TRY IT – Would you return each entry exactly as written, omitting any pictures?

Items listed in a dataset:

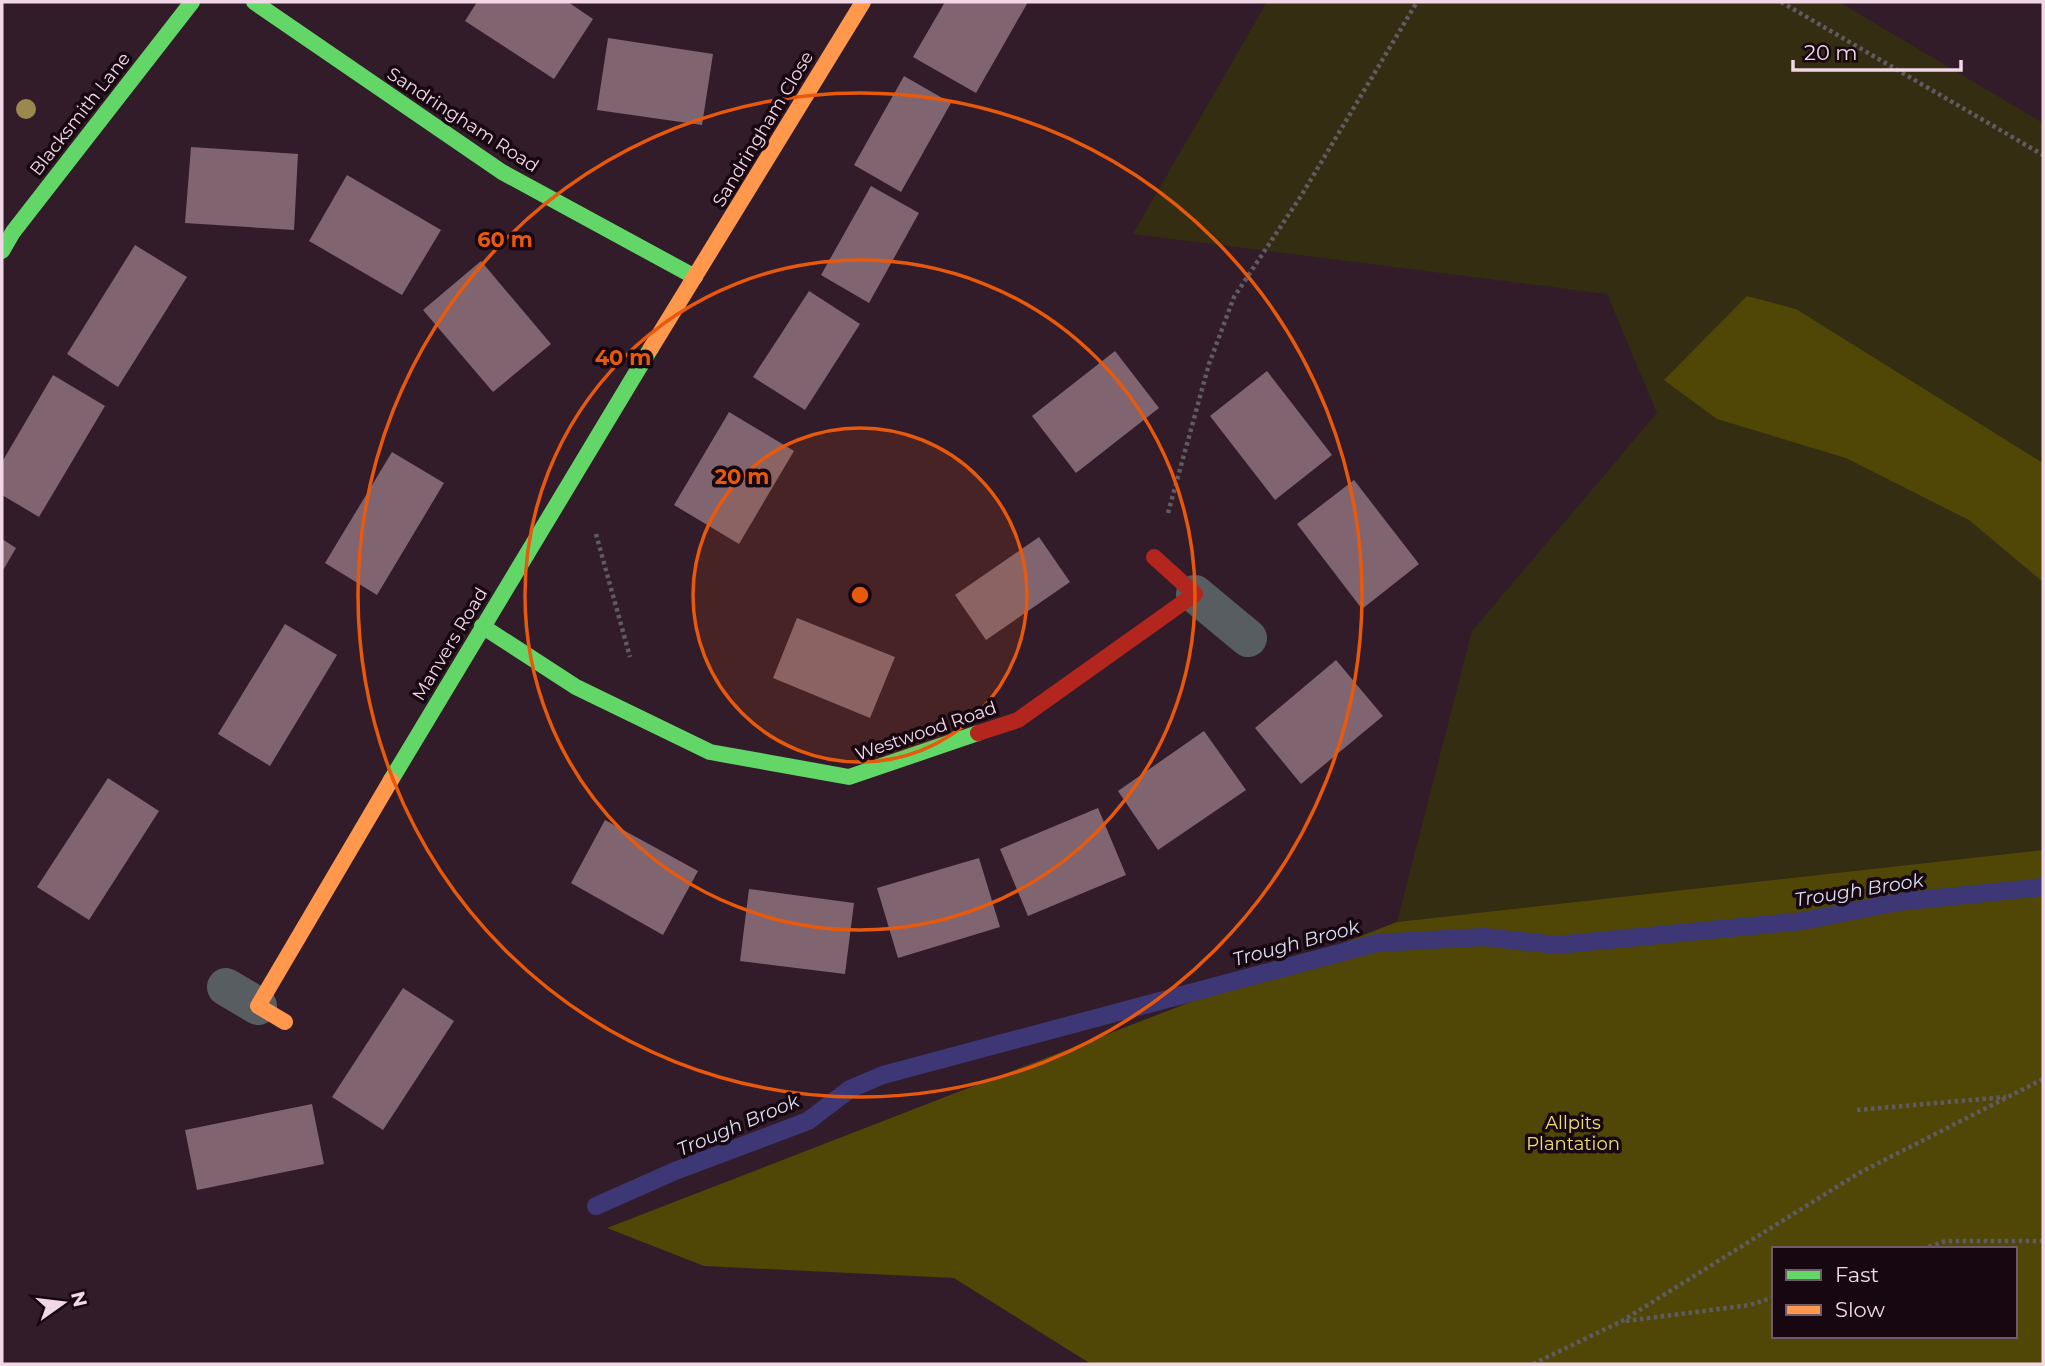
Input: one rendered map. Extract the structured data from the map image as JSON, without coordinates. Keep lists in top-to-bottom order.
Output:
{
  "streets": {
    "street": [
      "Blacksmith Lane",
      "Sandringham Road",
      "Sandringham Close",
      "Manvers Road",
      "Westwood Road"
    ]
  },
  "crossings": [
    ["Sandringham Road", "Sandringham Close"],
    ["Sandringham Road", "Manvers Road"],
    ["Sandringham Close", "Manvers Road"],
    ["Manvers Road", "Westwood Road"]
  ],
  "water": ["Trough Brook"],
  "parks": ["Allpits Plantation"],
  "legend": ["Fast", "Slow"],
  "scale_bar": "20 m",
  "north": "right",
  "rings": ["60 m", "40 m", "20 m"]
}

OUTPUT FOR THIS EXERCISE –
Input: one rendered map. Extract the structured data from the map image as JSON, without coordinates. Keep lists in top-to-bottom order.
Output:
{
  "streets": {
    "street": [
      "Blacksmith Lane",
      "Sandringham Road",
      "Sandringham Close",
      "Manvers Road",
      "Westwood Road"
    ]
  },
  "crossings": [
    ["Sandringham Road", "Sandringham Close"],
    ["Sandringham Road", "Manvers Road"],
    ["Sandringham Close", "Manvers Road"],
    ["Manvers Road", "Westwood Road"]
  ],
  "water": ["Trough Brook"],
  "parks": ["Allpits Plantation"],
  "legend": ["Fast", "Slow"],
  "scale_bar": "20 m",
  "north": "right",
  "rings": ["60 m", "40 m", "20 m"]
}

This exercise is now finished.